───── DATA SECTION ─────
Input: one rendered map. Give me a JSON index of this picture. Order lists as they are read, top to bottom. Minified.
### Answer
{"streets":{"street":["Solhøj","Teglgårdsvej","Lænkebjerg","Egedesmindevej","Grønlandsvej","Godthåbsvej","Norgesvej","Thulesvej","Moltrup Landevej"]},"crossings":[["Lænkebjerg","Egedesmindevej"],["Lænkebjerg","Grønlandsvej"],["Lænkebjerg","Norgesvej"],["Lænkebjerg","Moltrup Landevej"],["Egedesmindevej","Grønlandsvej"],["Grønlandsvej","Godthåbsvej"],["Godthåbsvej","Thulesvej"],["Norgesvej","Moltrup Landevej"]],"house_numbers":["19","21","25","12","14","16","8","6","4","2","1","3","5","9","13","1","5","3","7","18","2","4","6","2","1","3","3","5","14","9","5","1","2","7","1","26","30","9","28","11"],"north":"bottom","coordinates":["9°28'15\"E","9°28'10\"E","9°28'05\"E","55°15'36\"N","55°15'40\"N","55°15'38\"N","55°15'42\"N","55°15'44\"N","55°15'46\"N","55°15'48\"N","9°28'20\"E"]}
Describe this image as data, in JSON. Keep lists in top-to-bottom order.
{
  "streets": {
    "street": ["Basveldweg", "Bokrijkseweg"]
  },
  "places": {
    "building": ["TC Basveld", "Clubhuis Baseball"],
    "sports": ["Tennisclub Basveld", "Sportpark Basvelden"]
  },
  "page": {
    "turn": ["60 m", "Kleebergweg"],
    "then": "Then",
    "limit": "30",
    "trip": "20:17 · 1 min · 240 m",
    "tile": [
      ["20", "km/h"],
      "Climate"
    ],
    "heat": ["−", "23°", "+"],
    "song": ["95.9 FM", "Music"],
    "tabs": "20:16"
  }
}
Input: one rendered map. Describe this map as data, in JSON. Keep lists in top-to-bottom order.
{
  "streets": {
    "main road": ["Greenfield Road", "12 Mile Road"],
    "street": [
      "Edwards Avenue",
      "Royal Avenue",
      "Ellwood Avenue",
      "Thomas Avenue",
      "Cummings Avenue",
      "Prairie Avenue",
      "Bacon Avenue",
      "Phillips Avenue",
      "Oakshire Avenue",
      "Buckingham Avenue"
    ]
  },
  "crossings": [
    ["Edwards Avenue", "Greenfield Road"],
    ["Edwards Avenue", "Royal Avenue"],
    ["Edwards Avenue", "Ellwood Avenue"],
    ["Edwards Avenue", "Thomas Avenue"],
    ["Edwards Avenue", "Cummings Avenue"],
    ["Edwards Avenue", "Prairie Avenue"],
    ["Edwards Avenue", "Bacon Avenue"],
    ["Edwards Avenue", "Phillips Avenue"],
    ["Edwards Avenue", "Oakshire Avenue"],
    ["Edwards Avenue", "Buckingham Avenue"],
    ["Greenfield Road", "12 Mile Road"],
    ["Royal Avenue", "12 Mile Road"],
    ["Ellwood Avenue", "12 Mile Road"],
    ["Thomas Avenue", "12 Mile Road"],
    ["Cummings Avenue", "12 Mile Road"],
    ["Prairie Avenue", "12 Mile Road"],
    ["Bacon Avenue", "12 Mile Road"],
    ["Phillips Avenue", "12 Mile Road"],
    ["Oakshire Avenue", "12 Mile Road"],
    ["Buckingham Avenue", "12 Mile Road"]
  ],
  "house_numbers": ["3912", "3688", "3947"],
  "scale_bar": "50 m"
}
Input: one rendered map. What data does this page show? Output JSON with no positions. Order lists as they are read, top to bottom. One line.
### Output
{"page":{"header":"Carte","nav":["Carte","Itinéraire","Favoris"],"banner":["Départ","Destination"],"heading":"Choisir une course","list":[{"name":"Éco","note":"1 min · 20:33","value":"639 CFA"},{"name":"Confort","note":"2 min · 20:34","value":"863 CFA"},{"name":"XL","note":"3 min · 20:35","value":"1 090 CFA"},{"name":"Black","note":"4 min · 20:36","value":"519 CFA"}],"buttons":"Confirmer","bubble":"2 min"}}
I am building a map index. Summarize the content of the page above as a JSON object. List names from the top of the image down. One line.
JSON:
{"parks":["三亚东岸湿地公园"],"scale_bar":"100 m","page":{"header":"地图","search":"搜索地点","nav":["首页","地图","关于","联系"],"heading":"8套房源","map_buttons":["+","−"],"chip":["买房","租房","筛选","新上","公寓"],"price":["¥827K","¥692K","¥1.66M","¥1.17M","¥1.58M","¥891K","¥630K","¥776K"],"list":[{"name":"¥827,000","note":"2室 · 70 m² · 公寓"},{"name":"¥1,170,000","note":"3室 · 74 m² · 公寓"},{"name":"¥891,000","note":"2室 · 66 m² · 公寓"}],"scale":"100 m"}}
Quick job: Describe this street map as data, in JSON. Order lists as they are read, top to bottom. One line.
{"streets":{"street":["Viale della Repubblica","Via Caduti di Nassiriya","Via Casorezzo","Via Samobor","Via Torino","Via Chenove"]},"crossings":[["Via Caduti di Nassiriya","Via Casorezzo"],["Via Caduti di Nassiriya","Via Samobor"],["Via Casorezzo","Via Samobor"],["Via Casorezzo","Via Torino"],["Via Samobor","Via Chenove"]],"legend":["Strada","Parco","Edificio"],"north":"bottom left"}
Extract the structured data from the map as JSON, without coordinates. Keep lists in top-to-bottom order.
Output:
─────
WHAT THE EXERCISE ASKS
Your answer should consist of every record, printed exactly as given.

SOLUTION TO THIS EXERCISE
Input: one rendered map. Give me a JSON index of this picture. Order lists as they are read, top to bottom. Minified.
### Answer
{"streets":{"street":["Solhøj","Teglgårdsvej","Lænkebjerg","Egedesmindevej","Grønlandsvej","Godthåbsvej","Norgesvej","Thulesvej","Moltrup Landevej"]},"crossings":[["Lænkebjerg","Egedesmindevej"],["Lænkebjerg","Grønlandsvej"],["Lænkebjerg","Norgesvej"],["Lænkebjerg","Moltrup Landevej"],["Egedesmindevej","Grønlandsvej"],["Grønlandsvej","Godthåbsvej"],["Godthåbsvej","Thulesvej"],["Norgesvej","Moltrup Landevej"]],"house_numbers":["19","21","25","12","14","16","8","6","4","2","1","3","5","9","13","1","5","3","7","18","2","4","6","2","1","3","3","5","14","9","5","1","2","7","1","26","30","9","28","11"],"north":"bottom","coordinates":["9°28'15\"E","9°28'10\"E","9°28'05\"E","55°15'36\"N","55°15'40\"N","55°15'38\"N","55°15'42\"N","55°15'44\"N","55°15'46\"N","55°15'48\"N","9°28'20\"E"]}
Describe this image as data, in JSON. Keep lists in top-to-bottom order.
{
  "streets": {
    "street": ["Basveldweg", "Bokrijkseweg"]
  },
  "places": {
    "building": ["TC Basveld", "Clubhuis Baseball"],
    "sports": ["Tennisclub Basveld", "Sportpark Basvelden"]
  },
  "page": {
    "turn": ["60 m", "Kleebergweg"],
    "then": "Then",
    "limit": "30",
    "trip": "20:17 · 1 min · 240 m",
    "tile": [
      ["20", "km/h"],
      "Climate"
    ],
    "heat": ["−", "23°", "+"],
    "song": ["95.9 FM", "Music"],
    "tabs": "20:16"
  }
}
Input: one rendered map. Describe this map as data, in JSON. Keep lists in top-to-bottom order.
{
  "streets": {
    "main road": ["Greenfield Road", "12 Mile Road"],
    "street": [
      "Edwards Avenue",
      "Royal Avenue",
      "Ellwood Avenue",
      "Thomas Avenue",
      "Cummings Avenue",
      "Prairie Avenue",
      "Bacon Avenue",
      "Phillips Avenue",
      "Oakshire Avenue",
      "Buckingham Avenue"
    ]
  },
  "crossings": [
    ["Edwards Avenue", "Greenfield Road"],
    ["Edwards Avenue", "Royal Avenue"],
    ["Edwards Avenue", "Ellwood Avenue"],
    ["Edwards Avenue", "Thomas Avenue"],
    ["Edwards Avenue", "Cummings Avenue"],
    ["Edwards Avenue", "Prairie Avenue"],
    ["Edwards Avenue", "Bacon Avenue"],
    ["Edwards Avenue", "Phillips Avenue"],
    ["Edwards Avenue", "Oakshire Avenue"],
    ["Edwards Avenue", "Buckingham Avenue"],
    ["Greenfield Road", "12 Mile Road"],
    ["Royal Avenue", "12 Mile Road"],
    ["Ellwood Avenue", "12 Mile Road"],
    ["Thomas Avenue", "12 Mile Road"],
    ["Cummings Avenue", "12 Mile Road"],
    ["Prairie Avenue", "12 Mile Road"],
    ["Bacon Avenue", "12 Mile Road"],
    ["Phillips Avenue", "12 Mile Road"],
    ["Oakshire Avenue", "12 Mile Road"],
    ["Buckingham Avenue", "12 Mile Road"]
  ],
  "house_numbers": ["3912", "3688", "3947"],
  "scale_bar": "50 m"
}
Input: one rendered map. What data does this page show? Output JSON with no positions. Order lists as they are read, top to bottom. One line.
### Output
{"page":{"header":"Carte","nav":["Carte","Itinéraire","Favoris"],"banner":["Départ","Destination"],"heading":"Choisir une course","list":[{"name":"Éco","note":"1 min · 20:33","value":"639 CFA"},{"name":"Confort","note":"2 min · 20:34","value":"863 CFA"},{"name":"XL","note":"3 min · 20:35","value":"1 090 CFA"},{"name":"Black","note":"4 min · 20:36","value":"519 CFA"}],"buttons":"Confirmer","bubble":"2 min"}}
I am building a map index. Summarize the content of the page above as a JSON object. List names from the top of the image down. One line.
JSON:
{"parks":["三亚东岸湿地公园"],"scale_bar":"100 m","page":{"header":"地图","search":"搜索地点","nav":["首页","地图","关于","联系"],"heading":"8套房源","map_buttons":["+","−"],"chip":["买房","租房","筛选","新上","公寓"],"price":["¥827K","¥692K","¥1.66M","¥1.17M","¥1.58M","¥891K","¥630K","¥776K"],"list":[{"name":"¥827,000","note":"2室 · 70 m² · 公寓"},{"name":"¥1,170,000","note":"3室 · 74 m² · 公寓"},{"name":"¥891,000","note":"2室 · 66 m² · 公寓"}],"scale":"100 m"}}
Quick job: Describe this street map as data, in JSON. Order lists as they are read, top to bottom. One line.
{"streets":{"street":["Viale della Repubblica","Via Caduti di Nassiriya","Via Casorezzo","Via Samobor","Via Torino","Via Chenove"]},"crossings":[["Via Caduti di Nassiriya","Via Casorezzo"],["Via Caduti di Nassiriya","Via Samobor"],["Via Casorezzo","Via Samobor"],["Via Casorezzo","Via Torino"],["Via Samobor","Via Chenove"]],"legend":["Strada","Parco","Edificio"],"north":"bottom left"}
Extract the structured data from the map as JSON, without coordinates. Keep lists in top-to-bottom order.
Output:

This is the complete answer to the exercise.